I protagonisti dello spot
Se guardate con attenzione il video noterete che c’è una forte commistione tra superstar famosissime e atleti dilettanti. E sono queste immagini, nel ritmo della loro successione, a colpire chi guarda. Ci sono scene quotidiane di cittadini normali che nuotano o corrono, ma anche il talento giovanile di Michael Jordan e la forza espressiva di John McEnroe. Il tennista, come scrisse Rolling Stone, si arrabbiò per il montaggio e per la scelta delle immagini da parte di Greif e Kagan, i due registi. Il motivo? Avevano scelto una partita di esibizione mentre McEnroe pretendeva di vincere sempre, anche all’interno di uno spot. “He fucking hated me” commentò Kagan (e non credo ci sia bisogno di tradurre).
Quella pubblicità, come ovvio, non piacque a tutti. La rivista TIME, ad esempio, ci andò giù pesante e cercò di difendere John Lennon da un’operazione che non gli rendeva il giusto omaggio: “Mark David Chapman lo ha ucciso. Ma ci sono voluti un paio di dirigenti discografici, un’azienda di sneaker (tipo di scarpa, ndr) e i suoi fratelli più cari per trasformarlo in uno scrittore di jingle”. New Republic, invece, accusò la Nike di “distruggere il significato originario della canzone”.

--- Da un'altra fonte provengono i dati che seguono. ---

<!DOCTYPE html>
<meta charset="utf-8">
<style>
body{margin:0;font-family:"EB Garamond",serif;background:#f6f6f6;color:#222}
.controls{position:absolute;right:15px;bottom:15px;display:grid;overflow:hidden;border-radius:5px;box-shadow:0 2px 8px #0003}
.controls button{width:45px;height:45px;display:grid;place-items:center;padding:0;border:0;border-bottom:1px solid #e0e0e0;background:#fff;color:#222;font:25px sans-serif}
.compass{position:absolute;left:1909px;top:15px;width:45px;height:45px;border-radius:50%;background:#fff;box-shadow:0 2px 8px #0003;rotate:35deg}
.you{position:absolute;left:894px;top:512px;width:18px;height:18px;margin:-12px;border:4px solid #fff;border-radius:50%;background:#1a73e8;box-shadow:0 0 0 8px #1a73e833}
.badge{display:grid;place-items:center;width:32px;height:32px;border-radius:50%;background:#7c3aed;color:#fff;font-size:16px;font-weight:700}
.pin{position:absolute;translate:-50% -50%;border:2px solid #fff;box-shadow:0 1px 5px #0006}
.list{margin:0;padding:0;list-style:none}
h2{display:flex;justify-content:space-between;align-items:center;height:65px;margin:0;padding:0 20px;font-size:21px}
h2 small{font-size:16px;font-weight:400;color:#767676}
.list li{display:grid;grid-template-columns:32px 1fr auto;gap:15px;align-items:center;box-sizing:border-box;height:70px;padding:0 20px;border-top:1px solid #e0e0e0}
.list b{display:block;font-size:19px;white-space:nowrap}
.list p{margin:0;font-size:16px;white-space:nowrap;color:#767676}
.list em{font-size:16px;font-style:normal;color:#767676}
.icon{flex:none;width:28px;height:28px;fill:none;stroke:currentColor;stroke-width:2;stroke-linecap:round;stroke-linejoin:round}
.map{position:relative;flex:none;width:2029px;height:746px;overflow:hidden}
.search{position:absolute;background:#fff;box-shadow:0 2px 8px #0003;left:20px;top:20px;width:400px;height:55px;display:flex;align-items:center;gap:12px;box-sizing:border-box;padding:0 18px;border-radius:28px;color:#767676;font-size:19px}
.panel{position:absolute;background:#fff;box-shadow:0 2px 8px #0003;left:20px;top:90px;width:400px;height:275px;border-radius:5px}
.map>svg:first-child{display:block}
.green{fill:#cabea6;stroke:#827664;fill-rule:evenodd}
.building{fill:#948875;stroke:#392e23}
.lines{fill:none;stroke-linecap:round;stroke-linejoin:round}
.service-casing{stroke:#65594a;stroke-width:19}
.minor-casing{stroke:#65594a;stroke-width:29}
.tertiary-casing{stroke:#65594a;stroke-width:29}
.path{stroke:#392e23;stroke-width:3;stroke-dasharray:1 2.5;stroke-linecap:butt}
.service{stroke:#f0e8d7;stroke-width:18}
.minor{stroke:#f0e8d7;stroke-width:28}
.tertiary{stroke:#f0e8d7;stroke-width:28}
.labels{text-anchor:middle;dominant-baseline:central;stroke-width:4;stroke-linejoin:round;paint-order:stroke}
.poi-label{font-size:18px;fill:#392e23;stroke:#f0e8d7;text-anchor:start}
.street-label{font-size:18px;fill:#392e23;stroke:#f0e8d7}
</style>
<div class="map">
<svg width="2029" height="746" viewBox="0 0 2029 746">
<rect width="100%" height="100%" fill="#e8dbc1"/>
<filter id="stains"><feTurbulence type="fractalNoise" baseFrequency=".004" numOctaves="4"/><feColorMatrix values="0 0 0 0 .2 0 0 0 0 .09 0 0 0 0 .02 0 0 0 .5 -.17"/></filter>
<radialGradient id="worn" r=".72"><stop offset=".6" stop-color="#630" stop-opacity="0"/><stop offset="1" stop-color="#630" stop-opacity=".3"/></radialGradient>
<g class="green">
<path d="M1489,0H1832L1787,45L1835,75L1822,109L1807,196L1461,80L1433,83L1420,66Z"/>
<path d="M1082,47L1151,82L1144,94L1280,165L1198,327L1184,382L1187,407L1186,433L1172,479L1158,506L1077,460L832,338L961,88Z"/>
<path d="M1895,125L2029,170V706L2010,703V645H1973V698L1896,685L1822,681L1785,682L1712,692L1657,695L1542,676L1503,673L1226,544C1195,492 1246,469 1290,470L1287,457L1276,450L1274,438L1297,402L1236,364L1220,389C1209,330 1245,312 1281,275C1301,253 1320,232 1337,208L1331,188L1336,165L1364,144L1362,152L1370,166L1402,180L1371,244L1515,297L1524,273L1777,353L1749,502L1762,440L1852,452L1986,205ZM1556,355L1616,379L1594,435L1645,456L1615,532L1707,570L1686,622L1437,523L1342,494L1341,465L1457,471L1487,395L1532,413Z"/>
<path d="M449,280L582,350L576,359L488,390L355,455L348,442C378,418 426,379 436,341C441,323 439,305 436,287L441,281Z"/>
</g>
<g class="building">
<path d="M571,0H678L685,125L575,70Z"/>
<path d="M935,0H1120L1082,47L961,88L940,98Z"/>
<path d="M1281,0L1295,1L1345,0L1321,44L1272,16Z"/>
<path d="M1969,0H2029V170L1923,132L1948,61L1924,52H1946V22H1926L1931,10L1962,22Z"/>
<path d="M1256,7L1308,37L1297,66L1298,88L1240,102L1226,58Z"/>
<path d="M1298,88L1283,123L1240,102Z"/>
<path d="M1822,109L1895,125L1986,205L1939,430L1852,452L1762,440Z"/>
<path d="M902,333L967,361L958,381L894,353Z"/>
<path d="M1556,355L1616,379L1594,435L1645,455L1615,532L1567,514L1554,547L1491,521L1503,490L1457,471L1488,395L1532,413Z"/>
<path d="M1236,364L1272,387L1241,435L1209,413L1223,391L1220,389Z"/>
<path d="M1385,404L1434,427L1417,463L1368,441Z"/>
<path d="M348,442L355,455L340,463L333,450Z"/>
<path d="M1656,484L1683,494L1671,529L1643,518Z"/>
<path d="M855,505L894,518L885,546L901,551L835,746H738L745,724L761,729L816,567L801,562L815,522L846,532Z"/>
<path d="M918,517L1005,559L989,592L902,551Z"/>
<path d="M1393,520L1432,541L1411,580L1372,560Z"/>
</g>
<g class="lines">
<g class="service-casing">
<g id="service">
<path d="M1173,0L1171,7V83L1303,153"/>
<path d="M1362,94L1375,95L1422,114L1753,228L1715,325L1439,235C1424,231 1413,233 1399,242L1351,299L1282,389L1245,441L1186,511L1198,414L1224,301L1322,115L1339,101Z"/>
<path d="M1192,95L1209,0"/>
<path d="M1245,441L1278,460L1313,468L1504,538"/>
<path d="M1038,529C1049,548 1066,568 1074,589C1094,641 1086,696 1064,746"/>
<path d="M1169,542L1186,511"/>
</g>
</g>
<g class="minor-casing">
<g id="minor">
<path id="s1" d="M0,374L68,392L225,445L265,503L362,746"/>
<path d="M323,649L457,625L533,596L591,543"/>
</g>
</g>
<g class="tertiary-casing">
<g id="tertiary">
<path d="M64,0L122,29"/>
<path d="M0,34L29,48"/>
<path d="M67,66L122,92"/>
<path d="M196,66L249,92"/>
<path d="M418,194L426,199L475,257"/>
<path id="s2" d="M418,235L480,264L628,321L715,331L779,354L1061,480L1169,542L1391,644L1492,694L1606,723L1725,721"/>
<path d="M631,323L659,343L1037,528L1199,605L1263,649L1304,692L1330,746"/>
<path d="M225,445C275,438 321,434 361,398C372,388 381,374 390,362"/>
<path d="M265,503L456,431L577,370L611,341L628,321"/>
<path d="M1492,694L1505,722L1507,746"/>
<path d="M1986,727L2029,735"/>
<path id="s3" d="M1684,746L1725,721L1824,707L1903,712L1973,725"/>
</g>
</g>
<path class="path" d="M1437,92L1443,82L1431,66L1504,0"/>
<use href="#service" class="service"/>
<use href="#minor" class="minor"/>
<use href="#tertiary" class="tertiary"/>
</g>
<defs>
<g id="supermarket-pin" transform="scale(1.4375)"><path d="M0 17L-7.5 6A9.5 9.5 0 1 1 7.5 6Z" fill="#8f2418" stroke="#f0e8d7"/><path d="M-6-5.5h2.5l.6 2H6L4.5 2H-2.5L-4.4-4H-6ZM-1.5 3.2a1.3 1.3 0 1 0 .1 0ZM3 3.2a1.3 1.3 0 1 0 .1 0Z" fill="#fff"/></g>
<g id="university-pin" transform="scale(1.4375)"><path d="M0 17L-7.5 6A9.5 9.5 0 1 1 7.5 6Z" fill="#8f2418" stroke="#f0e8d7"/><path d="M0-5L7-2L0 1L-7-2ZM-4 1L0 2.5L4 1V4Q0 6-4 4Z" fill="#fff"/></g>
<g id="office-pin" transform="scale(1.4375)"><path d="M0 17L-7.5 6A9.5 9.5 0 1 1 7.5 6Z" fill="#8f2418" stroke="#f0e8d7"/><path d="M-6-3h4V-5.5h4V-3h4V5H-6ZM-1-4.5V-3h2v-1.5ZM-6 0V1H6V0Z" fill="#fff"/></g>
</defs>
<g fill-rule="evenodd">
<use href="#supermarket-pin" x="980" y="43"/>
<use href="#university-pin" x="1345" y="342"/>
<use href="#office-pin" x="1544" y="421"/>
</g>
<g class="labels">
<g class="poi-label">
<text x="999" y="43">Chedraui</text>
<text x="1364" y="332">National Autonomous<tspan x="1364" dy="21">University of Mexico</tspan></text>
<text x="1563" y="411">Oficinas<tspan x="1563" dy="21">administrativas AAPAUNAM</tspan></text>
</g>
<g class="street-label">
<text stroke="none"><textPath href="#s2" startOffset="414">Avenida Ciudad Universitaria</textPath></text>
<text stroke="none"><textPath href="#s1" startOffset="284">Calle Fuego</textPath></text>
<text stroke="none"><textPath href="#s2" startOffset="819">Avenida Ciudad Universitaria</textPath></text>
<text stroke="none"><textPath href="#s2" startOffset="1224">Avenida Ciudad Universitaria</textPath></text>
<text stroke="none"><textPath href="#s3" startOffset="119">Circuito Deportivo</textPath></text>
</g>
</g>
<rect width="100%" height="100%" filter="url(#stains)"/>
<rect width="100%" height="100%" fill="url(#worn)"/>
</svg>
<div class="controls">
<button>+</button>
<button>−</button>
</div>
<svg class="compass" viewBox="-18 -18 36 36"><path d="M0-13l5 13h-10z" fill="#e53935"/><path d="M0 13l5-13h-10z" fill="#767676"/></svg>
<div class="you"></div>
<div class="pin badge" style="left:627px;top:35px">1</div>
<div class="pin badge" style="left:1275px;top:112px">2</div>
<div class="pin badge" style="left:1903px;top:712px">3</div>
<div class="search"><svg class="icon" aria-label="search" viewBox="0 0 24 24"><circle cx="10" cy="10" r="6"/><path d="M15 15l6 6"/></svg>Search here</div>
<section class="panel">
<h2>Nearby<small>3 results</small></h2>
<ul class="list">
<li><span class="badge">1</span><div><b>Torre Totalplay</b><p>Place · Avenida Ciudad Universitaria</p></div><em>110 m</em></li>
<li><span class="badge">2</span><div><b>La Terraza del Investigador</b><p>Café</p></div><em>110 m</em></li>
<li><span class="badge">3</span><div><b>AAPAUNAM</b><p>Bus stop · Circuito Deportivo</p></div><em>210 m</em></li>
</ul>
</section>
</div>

E a pensarci bene, quest’ultimo giudizio non è totalmente sbagliato. Più che distruggere, traslare o riadattare. Certo, si tratta di scarpe, ma quello fu un momento in cui si mise in atto un meccanismo davvero rivoluzionario. Sì, perché indossando lo stesso modello portato da Michael Jordan, chiunque poteva infrangere i propri limiti e tagliare traguardi che sembravano impossibili. Il vero significato dello sport non è, del resto, quello di porsi degli obiettivi e fare di tutto per raggiungerli? Bradshaw scrive che quello spot, con quella canzone, contribuì a normalizzare l’uso quotidiano delle scarpe sportive. Un’abitudine da consumatori che ci portiamo dietro da trent’anni in attesa, forse, di una nuova, criticatissima, Revolution.